[What to work on]:
Count lines holding the string "symbols" in the data that follows. Reply with one number only.

[Data to use]:
*** Begin section ***

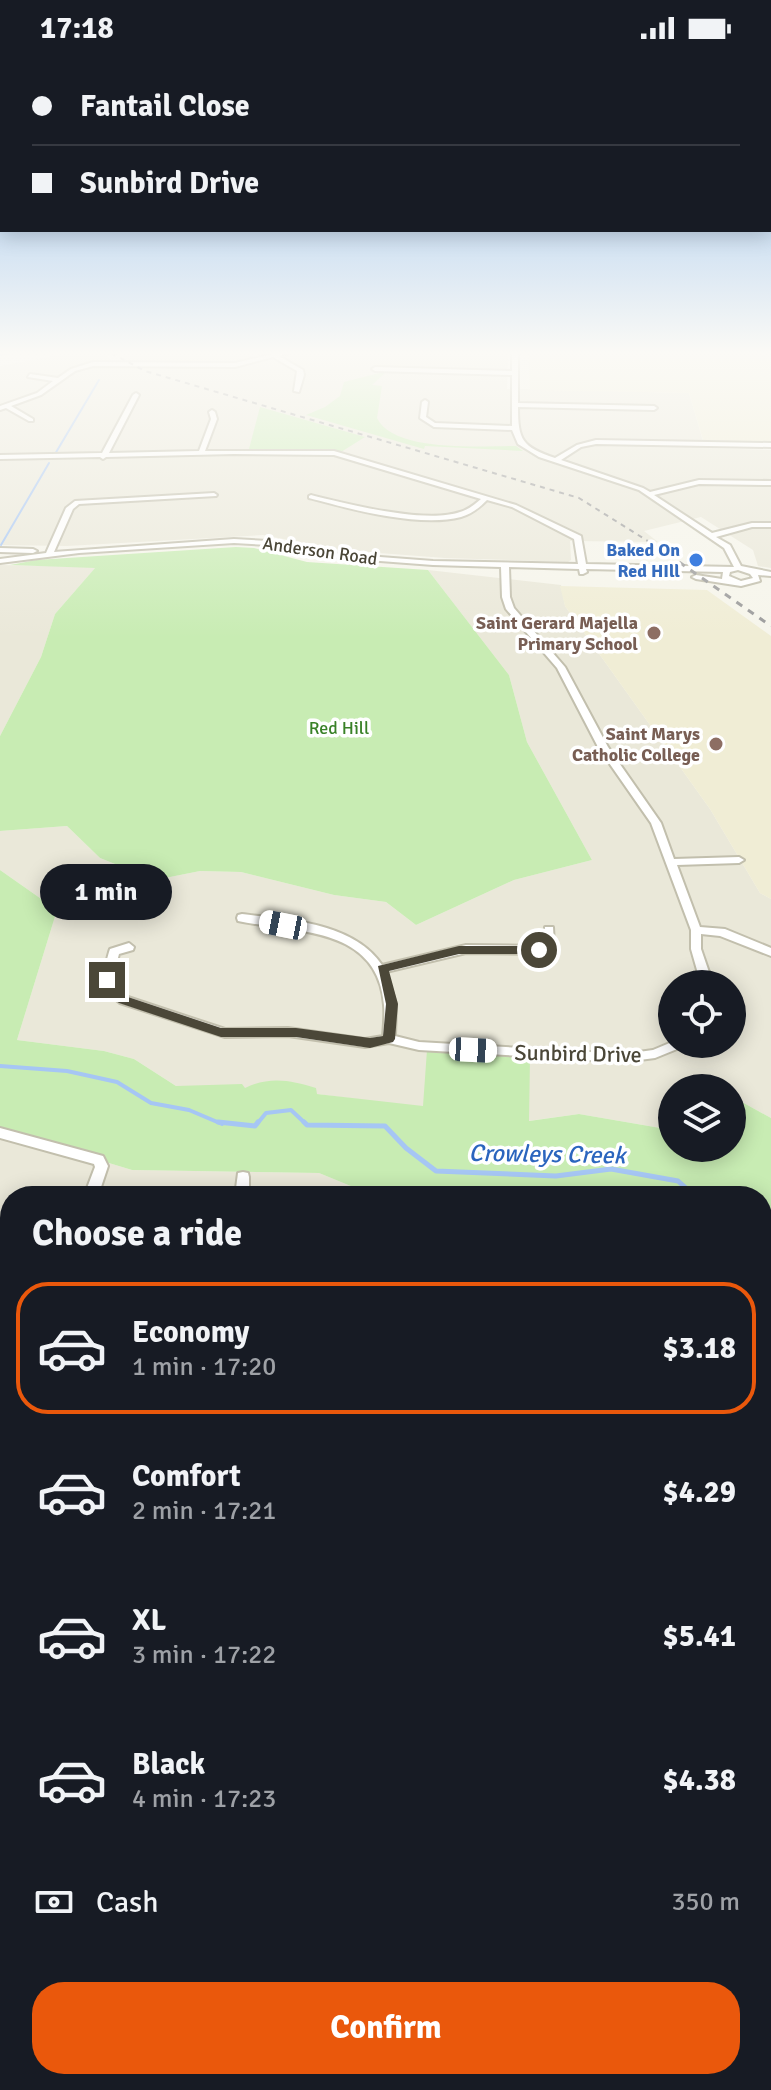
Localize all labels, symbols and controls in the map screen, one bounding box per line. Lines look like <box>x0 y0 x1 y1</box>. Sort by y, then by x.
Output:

*** End section ***
*** Begin section ***

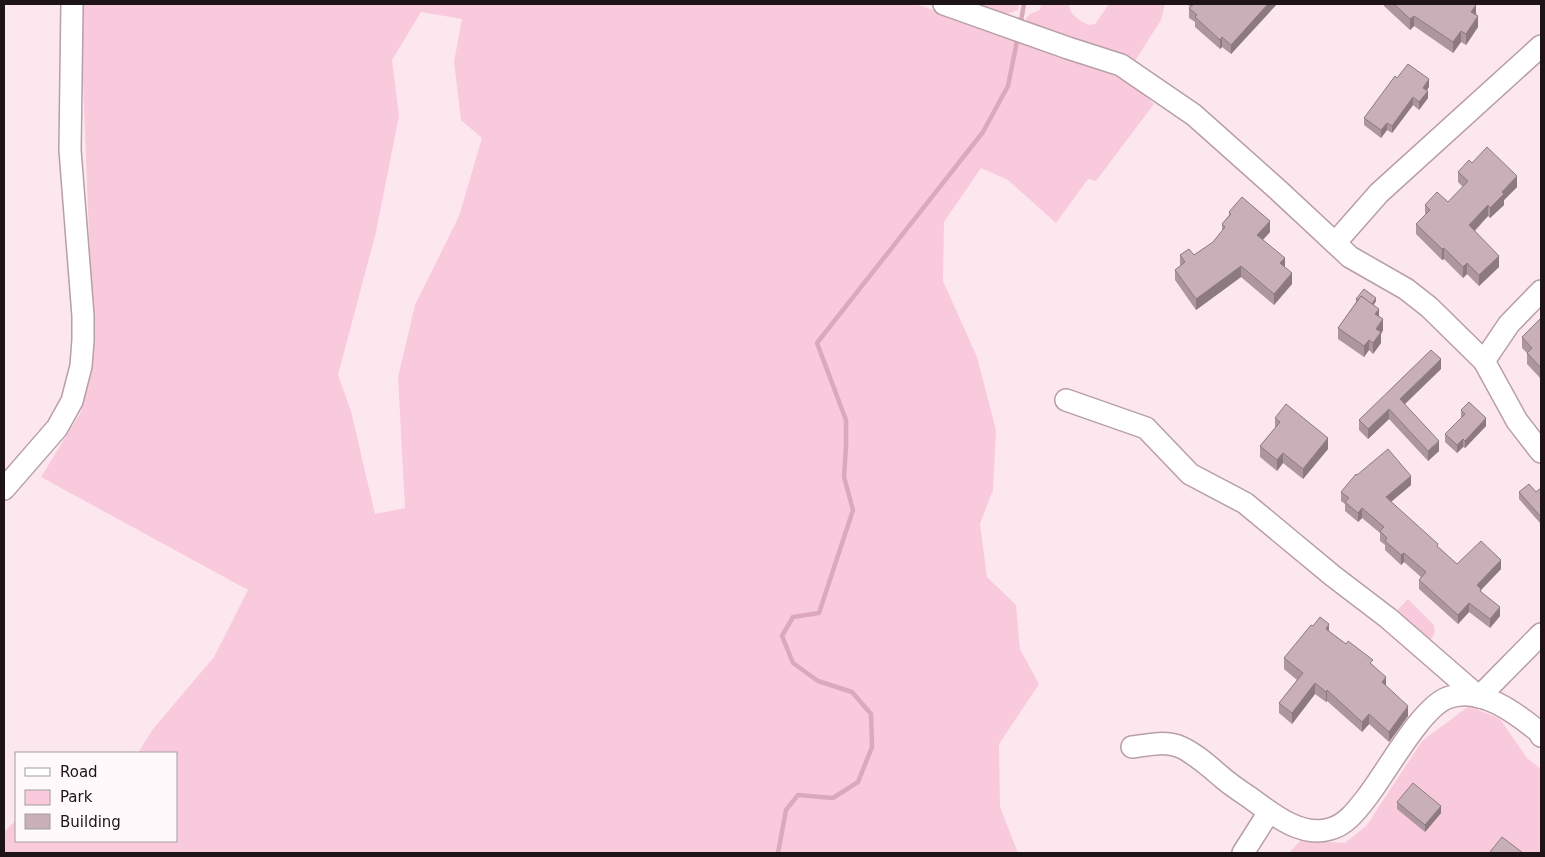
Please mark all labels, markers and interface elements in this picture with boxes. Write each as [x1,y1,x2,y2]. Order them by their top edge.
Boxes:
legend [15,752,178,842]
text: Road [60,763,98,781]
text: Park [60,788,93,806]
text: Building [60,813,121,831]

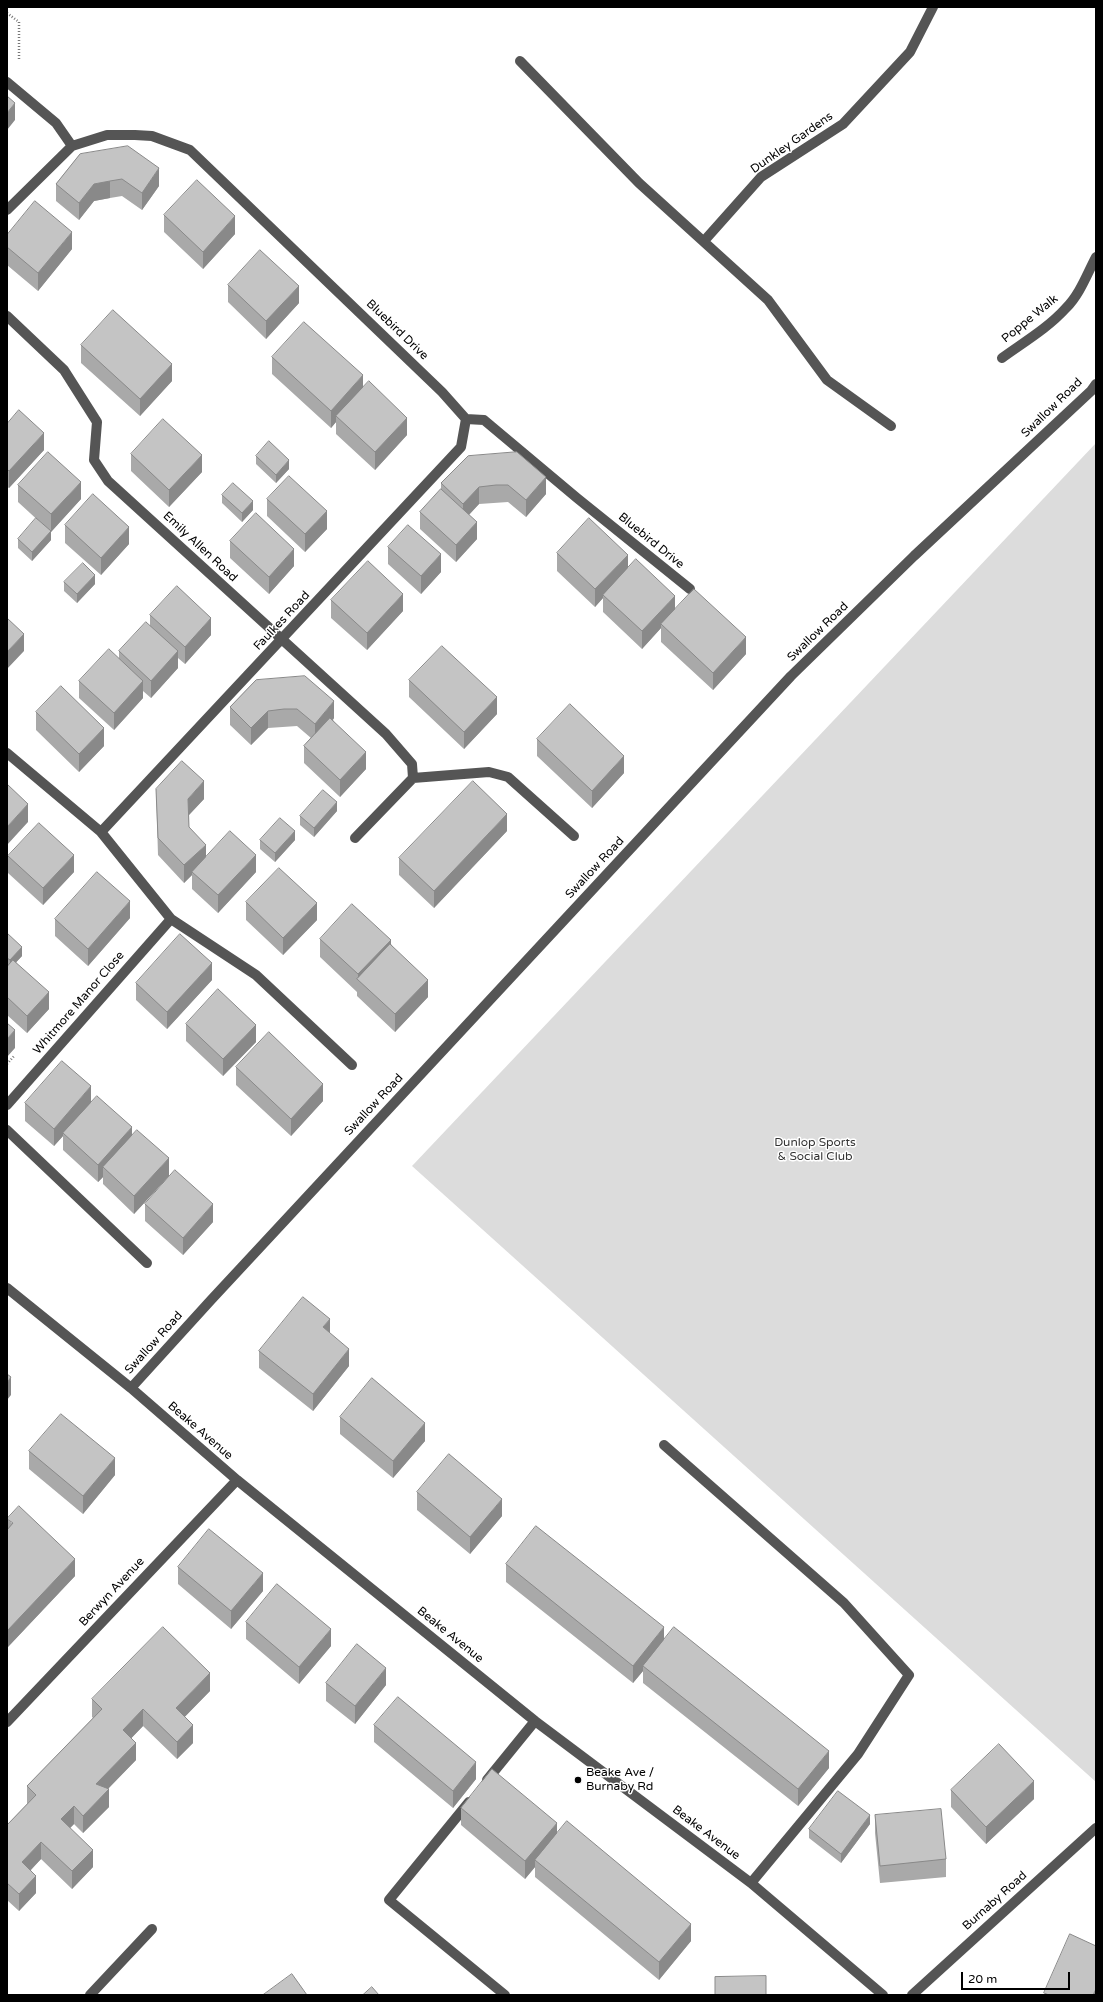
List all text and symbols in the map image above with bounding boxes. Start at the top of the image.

*** End section ***

[Task solution]:
2